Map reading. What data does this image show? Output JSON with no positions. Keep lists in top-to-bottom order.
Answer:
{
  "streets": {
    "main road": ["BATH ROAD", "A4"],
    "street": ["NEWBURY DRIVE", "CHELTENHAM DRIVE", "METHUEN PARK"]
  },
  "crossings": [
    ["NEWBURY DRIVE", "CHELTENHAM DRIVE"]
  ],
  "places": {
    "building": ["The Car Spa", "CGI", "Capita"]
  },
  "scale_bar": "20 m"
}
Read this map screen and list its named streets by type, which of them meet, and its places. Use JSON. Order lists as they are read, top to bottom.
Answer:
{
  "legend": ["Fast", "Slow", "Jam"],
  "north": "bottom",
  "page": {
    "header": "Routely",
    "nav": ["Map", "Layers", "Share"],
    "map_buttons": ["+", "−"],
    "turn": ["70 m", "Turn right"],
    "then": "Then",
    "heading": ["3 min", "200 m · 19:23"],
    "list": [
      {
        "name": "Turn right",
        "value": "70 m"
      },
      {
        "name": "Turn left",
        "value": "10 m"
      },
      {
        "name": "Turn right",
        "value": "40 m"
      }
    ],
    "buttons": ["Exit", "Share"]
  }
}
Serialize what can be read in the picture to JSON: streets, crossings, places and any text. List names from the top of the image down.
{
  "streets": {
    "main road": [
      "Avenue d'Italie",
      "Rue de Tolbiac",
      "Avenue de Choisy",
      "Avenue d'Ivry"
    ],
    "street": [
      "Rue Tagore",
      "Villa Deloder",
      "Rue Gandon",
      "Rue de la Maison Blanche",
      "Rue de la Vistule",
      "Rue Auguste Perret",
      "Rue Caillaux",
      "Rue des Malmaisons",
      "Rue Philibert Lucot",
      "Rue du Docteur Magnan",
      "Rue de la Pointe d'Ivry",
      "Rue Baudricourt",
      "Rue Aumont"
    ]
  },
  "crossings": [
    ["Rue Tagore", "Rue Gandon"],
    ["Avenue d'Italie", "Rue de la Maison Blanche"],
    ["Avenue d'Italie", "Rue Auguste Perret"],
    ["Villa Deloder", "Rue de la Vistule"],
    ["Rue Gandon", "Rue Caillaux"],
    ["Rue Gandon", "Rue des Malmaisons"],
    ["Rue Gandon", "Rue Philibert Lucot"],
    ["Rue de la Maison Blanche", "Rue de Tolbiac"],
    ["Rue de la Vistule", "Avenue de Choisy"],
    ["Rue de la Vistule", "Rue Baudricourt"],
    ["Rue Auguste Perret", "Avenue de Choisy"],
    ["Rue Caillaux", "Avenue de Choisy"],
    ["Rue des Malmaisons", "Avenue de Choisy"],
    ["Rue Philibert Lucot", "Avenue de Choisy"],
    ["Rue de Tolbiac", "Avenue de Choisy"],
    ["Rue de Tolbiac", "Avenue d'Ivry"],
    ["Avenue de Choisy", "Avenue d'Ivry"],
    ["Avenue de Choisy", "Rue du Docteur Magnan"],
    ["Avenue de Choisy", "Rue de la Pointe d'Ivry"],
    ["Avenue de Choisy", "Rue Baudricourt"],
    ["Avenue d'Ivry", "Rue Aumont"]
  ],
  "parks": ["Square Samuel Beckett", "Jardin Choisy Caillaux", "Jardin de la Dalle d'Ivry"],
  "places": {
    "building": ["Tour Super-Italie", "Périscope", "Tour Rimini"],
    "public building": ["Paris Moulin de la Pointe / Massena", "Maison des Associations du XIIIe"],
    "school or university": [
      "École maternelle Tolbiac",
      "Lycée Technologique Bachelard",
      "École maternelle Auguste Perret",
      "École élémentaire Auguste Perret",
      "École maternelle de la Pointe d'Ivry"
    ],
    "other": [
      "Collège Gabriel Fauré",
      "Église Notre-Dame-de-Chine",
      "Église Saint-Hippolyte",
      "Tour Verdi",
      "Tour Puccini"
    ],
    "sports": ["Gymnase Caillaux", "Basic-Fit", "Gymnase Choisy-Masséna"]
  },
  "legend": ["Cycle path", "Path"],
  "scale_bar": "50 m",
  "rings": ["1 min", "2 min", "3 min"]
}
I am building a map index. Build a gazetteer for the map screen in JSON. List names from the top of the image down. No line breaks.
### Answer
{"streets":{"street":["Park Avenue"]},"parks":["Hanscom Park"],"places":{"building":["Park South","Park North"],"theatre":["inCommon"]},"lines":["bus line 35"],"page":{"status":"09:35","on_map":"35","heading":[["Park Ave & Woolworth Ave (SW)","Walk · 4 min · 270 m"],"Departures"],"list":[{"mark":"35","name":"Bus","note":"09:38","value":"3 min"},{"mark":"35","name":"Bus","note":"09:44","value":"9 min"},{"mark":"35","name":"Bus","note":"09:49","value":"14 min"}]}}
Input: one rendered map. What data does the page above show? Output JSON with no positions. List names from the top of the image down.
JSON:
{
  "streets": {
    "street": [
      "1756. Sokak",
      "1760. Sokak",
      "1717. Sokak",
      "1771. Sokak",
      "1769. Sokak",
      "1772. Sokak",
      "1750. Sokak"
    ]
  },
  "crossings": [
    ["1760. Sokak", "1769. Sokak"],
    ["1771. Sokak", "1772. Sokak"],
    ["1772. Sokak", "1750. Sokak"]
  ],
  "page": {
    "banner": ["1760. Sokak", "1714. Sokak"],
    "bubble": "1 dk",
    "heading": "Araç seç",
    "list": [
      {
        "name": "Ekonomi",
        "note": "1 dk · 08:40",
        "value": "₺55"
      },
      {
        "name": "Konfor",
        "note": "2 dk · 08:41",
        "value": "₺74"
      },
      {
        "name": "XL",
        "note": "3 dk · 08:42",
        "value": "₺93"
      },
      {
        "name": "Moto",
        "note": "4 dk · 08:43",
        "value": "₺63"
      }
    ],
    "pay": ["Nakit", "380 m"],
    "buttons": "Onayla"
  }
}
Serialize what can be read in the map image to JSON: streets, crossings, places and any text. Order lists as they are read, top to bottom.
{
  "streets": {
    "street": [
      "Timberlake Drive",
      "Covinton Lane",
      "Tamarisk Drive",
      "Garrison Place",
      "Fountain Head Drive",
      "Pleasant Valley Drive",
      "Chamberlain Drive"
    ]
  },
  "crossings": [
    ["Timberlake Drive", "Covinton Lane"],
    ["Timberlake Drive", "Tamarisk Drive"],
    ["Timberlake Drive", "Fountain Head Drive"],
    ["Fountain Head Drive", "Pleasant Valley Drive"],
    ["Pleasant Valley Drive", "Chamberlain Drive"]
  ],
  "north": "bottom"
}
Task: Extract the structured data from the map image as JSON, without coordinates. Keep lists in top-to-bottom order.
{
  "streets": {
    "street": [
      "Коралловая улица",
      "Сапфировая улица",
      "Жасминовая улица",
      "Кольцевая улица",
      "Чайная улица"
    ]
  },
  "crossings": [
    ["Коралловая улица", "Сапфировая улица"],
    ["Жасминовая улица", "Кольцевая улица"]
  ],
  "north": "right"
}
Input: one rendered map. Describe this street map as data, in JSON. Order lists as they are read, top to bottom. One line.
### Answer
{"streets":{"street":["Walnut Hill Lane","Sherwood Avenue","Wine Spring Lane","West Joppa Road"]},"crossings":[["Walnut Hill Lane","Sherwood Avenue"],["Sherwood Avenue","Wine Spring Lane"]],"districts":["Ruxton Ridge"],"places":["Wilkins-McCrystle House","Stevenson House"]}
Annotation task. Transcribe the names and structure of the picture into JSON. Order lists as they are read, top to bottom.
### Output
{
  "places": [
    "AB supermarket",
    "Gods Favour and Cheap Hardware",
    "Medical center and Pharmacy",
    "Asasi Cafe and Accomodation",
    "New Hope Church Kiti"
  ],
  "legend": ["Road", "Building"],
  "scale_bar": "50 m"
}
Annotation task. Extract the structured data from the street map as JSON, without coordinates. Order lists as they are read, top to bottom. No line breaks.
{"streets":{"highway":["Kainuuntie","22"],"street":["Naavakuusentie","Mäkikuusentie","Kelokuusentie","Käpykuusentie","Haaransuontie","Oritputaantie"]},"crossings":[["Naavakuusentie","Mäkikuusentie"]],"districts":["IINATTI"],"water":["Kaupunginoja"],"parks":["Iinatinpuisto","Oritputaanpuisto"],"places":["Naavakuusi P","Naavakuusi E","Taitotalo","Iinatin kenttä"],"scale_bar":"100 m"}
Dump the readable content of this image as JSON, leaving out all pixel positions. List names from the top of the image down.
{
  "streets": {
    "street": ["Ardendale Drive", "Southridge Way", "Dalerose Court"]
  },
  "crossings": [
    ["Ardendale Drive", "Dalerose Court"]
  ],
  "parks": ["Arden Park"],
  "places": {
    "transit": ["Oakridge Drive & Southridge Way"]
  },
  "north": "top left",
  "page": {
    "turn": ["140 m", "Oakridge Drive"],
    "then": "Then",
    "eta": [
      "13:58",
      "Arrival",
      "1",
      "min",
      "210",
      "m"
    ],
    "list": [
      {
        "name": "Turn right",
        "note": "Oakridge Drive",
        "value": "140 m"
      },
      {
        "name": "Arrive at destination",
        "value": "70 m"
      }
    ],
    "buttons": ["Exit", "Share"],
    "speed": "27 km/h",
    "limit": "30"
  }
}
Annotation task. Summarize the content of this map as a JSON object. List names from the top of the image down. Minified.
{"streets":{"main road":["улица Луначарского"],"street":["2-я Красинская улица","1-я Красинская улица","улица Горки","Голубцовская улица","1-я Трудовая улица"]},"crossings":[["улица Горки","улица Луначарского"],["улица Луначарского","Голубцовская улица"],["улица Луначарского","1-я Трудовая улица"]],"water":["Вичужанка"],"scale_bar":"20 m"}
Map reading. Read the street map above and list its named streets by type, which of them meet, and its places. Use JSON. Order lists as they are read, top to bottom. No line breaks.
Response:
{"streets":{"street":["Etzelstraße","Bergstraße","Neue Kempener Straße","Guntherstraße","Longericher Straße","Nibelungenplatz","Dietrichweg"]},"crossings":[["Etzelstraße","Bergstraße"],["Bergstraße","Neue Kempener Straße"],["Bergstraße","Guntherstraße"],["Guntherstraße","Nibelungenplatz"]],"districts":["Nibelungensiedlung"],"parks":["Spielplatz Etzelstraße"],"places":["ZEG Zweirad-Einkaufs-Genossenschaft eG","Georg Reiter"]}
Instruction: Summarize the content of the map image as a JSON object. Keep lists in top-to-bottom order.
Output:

> [ABOUT THIS EXERCISE]:
Please give again the lines above between the line holding "Annotation task. Summarize" and the line holding "Map reading. Read", inclusive, exactly as they are and with nothing added.

> [ANSWER SECTION]:
Annotation task. Summarize the content of this map as a JSON object. List names from the top of the image down. Minified.
{"streets":{"main road":["улица Луначарского"],"street":["2-я Красинская улица","1-я Красинская улица","улица Горки","Голубцовская улица","1-я Трудовая улица"]},"crossings":[["улица Горки","улица Луначарского"],["улица Луначарского","Голубцовская улица"],["улица Луначарского","1-я Трудовая улица"]],"water":["Вичужанка"],"scale_bar":"20 m"}
Map reading. Read the street map above and list its named streets by type, which of them meet, and its places. Use JSON. Order lists as they are read, top to bottom. No line breaks.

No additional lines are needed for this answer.